According to experts, there are only 232 million IP addresses left in the world. This is only enough to last about 340 days. An IP address is a unique 32 digit number that is used to identify each computer, internet connected device, and computer website.
IPv4 was developed over 30 years ago. At the time, developers thought that it would be suffice to provide an endless supply of IP addresses for decades to come. However, the personal computer was a rarity at the time, mobile phones did not even exist, and no one would have ever imagined that a air-conditioner might need an IP address. The explosion of home computers and web-enabled devices certainly is the causative factor behind the “well running dry’ on IP addresses.
There is somewhat of a doomsday fear surrounding the internet industry. If/until the problem is fixed, multiple customers would have to share IP addresses, and this would cause all sorts of applications from Gmail to iTunes to stop working correctly.

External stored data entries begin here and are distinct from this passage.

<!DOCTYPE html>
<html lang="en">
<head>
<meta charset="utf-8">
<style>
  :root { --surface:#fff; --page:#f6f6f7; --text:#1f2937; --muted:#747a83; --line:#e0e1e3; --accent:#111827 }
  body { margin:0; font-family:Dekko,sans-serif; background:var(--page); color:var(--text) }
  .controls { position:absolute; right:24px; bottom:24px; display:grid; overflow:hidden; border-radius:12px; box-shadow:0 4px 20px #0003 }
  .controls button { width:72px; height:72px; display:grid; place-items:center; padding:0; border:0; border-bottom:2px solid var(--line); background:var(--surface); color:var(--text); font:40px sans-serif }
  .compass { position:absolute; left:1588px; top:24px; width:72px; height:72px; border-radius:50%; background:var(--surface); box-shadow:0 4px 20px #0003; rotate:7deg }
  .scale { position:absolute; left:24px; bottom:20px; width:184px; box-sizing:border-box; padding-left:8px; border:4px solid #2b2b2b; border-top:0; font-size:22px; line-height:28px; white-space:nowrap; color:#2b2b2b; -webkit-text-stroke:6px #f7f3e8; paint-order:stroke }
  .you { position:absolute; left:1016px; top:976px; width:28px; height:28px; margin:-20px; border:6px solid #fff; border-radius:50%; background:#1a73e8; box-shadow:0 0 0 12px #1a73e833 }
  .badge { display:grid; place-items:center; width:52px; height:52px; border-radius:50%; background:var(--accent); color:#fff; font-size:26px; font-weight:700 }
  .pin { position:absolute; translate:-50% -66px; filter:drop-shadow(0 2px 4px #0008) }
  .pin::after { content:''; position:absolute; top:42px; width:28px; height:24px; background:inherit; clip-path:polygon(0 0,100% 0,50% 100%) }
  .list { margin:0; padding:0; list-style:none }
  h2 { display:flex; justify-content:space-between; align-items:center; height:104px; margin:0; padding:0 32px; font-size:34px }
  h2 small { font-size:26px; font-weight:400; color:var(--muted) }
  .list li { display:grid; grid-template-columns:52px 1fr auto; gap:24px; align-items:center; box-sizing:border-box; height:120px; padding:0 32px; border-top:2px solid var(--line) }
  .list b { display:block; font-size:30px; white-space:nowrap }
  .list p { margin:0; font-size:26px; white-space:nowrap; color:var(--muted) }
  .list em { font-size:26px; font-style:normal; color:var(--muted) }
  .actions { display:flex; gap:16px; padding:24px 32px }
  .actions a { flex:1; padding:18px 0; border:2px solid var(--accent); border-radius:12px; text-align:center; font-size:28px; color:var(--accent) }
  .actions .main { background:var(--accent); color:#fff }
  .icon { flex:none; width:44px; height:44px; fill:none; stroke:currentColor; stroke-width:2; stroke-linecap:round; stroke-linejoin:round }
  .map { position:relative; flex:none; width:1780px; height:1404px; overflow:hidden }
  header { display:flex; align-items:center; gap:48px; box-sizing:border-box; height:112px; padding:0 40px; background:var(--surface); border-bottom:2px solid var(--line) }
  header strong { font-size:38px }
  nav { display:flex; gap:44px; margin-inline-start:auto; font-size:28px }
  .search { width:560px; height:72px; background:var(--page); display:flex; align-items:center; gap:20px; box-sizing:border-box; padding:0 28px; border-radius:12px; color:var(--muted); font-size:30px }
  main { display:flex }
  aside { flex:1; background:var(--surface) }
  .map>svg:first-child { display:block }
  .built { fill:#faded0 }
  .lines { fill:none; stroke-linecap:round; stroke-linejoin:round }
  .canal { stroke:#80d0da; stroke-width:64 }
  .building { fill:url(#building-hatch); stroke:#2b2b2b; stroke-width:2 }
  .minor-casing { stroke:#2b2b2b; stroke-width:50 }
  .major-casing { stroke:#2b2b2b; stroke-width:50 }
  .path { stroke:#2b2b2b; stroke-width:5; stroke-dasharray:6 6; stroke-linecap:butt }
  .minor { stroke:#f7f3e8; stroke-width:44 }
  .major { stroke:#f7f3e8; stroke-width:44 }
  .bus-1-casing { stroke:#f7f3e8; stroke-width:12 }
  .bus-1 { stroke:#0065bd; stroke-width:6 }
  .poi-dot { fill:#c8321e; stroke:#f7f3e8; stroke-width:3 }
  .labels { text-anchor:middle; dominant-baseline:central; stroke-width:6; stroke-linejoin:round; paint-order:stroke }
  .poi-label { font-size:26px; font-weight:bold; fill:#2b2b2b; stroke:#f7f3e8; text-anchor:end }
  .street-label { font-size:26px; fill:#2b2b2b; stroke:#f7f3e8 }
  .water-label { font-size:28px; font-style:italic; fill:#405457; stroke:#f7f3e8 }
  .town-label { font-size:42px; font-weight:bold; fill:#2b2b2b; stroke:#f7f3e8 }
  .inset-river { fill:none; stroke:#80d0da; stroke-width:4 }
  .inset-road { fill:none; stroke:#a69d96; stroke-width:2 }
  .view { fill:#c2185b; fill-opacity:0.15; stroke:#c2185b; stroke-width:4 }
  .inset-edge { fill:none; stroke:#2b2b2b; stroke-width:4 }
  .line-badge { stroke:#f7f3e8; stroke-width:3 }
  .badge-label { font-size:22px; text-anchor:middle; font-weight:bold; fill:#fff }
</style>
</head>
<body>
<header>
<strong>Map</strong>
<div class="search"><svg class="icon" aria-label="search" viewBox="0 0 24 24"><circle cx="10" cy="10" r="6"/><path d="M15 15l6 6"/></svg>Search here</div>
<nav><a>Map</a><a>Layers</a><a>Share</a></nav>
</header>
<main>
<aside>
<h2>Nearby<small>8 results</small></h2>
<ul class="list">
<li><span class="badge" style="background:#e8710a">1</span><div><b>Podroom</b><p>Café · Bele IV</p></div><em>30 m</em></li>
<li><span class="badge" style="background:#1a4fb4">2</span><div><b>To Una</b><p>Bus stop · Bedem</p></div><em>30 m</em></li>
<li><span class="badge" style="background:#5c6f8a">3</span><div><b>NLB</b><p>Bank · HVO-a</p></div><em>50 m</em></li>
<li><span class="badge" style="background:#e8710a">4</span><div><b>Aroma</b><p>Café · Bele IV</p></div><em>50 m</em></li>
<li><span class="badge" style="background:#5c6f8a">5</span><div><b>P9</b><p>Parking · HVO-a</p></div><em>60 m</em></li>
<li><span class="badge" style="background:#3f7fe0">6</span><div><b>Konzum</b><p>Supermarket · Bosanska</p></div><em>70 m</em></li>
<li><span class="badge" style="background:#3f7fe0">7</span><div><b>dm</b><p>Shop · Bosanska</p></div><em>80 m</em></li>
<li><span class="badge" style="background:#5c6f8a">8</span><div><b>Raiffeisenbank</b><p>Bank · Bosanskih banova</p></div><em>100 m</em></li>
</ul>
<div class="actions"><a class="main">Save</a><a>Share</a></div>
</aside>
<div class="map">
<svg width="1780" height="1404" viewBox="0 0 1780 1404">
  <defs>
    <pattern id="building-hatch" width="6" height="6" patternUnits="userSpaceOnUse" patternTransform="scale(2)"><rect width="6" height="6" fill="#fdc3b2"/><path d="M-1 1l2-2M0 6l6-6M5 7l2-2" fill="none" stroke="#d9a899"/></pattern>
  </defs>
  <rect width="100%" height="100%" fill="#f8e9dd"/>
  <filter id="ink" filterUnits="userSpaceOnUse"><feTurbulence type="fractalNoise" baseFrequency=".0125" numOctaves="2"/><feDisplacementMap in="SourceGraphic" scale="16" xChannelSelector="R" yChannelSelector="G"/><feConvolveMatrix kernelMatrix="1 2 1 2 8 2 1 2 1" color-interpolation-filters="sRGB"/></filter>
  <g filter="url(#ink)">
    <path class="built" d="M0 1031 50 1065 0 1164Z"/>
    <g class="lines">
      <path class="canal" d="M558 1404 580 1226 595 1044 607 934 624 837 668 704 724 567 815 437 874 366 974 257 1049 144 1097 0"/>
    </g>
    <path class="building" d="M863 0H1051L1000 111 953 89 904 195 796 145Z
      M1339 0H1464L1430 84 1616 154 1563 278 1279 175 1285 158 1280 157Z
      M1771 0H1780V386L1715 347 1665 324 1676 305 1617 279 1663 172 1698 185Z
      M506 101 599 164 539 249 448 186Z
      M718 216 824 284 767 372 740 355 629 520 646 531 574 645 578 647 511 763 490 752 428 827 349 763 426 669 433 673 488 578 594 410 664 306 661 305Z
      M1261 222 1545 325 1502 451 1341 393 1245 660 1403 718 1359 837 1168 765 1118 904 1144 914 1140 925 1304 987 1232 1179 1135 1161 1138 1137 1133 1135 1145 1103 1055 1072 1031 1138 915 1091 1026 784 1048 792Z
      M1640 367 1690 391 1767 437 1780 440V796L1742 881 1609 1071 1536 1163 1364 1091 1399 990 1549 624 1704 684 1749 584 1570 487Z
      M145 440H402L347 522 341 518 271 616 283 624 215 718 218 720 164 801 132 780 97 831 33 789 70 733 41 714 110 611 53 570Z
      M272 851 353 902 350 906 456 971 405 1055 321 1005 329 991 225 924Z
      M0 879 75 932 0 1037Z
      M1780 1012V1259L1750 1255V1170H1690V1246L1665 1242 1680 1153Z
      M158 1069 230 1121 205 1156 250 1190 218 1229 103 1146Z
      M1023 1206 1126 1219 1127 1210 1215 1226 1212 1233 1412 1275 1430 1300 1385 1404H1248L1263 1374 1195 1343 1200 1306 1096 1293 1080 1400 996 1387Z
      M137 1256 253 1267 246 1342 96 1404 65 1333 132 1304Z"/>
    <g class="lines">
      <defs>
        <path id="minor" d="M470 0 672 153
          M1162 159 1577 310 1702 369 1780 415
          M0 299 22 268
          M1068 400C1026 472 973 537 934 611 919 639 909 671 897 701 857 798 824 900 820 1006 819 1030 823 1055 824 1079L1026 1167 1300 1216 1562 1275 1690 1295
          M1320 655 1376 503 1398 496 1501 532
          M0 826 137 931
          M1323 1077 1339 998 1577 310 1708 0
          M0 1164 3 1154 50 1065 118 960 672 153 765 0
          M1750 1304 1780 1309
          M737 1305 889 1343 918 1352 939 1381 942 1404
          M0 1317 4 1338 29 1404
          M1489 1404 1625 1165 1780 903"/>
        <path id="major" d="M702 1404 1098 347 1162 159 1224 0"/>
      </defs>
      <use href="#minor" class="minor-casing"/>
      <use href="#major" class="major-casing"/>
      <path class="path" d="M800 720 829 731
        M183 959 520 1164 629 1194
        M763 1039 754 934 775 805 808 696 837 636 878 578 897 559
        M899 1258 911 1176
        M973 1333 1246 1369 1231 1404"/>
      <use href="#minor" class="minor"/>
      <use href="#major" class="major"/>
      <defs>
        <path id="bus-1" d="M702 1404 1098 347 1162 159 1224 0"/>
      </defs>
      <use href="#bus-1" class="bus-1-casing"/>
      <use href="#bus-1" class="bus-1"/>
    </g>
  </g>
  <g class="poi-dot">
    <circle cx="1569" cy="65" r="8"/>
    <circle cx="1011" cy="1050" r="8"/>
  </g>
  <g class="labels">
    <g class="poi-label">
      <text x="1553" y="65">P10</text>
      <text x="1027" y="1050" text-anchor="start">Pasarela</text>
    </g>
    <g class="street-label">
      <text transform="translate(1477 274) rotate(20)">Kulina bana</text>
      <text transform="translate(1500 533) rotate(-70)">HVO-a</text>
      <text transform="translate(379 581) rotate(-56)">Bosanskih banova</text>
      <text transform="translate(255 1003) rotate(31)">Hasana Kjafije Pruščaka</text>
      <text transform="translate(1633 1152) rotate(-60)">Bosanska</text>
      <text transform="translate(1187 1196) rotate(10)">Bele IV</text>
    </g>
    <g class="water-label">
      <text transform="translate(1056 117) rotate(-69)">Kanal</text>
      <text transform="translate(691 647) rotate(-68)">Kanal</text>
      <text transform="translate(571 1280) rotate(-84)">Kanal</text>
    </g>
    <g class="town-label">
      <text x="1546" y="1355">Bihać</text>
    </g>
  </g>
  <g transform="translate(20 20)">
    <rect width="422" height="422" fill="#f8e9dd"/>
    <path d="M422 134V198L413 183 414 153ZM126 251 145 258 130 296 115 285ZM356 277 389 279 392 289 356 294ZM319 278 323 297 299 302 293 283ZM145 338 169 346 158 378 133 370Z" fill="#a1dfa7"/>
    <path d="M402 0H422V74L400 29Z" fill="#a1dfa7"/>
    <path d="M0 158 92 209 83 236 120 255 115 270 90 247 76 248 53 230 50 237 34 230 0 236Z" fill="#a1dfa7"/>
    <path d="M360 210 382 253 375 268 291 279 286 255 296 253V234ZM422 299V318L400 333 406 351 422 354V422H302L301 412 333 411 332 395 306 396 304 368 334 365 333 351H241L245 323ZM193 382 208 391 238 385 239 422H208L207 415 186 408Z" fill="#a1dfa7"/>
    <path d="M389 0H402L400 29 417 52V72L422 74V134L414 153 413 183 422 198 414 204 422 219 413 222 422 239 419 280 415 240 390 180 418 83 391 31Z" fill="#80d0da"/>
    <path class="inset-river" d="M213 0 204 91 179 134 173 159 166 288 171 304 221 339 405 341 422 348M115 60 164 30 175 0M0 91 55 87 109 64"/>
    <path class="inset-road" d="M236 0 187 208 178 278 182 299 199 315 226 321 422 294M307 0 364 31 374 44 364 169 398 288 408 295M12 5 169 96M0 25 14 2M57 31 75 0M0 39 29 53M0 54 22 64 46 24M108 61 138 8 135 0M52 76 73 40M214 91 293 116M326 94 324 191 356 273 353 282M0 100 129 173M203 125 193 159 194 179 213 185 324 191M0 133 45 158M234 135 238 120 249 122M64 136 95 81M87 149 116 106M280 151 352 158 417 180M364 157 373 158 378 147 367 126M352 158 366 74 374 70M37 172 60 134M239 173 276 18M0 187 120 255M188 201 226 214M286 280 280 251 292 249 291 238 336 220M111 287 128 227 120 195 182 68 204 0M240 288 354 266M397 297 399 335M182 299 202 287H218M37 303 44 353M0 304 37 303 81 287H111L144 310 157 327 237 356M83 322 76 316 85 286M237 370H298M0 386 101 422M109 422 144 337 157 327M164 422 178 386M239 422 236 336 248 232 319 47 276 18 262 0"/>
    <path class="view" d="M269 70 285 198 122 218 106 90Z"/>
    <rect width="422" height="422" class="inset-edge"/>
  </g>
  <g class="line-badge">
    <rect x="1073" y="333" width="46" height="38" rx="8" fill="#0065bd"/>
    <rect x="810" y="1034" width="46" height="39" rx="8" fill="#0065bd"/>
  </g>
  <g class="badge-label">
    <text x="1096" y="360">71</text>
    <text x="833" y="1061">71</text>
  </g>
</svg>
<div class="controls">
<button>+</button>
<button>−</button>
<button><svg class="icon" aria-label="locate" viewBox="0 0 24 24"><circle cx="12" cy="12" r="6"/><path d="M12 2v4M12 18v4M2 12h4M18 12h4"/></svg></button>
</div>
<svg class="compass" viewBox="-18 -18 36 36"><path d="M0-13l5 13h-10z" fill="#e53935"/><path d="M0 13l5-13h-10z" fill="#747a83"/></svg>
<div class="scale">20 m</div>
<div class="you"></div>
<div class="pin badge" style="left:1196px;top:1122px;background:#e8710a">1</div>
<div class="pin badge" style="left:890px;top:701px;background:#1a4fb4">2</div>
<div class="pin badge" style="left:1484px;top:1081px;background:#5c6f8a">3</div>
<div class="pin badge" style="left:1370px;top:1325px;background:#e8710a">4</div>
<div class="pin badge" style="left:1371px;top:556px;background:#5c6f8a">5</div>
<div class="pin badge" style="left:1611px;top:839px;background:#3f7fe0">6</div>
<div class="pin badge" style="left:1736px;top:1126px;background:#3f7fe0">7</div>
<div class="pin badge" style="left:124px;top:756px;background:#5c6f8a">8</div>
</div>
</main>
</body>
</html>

Experts told the Sydney Morning Herald that the solution is “IPv6,” which was developed several years ago. Ipv6 uses an address with 128 digits, as opposed to the 32 digits used by IPv4. Supposedly, it would allow everyone in the world to have over four billion addresses each.
There are a few in the internet industry (Windows and Mac operating systems, iPhone, etc) that have adopted Ipv6 protocol. Web services such as Facebook and Google have also made strides to adopt IPv6. Australian ISP Internode is the first to offer IPv6 as a commercial service. A spokesperson for Internode told The Sydney Morning Herald that changing from IPv4 to IPv6 is like changing the road and tires while the person is still driving on the road. The spokesman went on to say, “It’s been expensive, it’s been time-consuming and it doesn’t produce an immediate return on investment so it’s the kind of thing that isn’t popular with CFOs. However, it’s laying an important foundation for what happens over the next few years as it becomes increasingly difficult to obtain IPv4 addresses.”
Still, much of the internet industry has not made any attempt to transition. The reluctance is most likely because of the cost and time consumption. Users would also have to buy new hardware and upgrade networking equipment and software. Each internet connecting device would have to upgraded or reconfigured to support IPv6.

If multiple users have to share the IP addresses, the system will definitely become slow. liked it.
This is an eye-opener. Worthy share…
The sky is falling…Again?? Those “experts” always come up with some catastrophe to worry about, only to be proven wrong…Again.
The sky didn’t fall, and no airplanes fell out of the sky on midnight on New Year’s Eve in 1999. But this didn’t mean that there was no problem. Rather, the problem was solved by the countless boring hours that the experts spent pouring over lines of code, adding the extra spaces to allow programmers to tell computers that the current year was 2000, not 1900. It was feared that the computers on board airplanes would think that it was 1900, realized that airplanes weren’t invented yet, and the planes would fall out of the sky.
It took a lot of work and expense to prepare the world’s computers for the new millennium, and this new problem sounds very similar.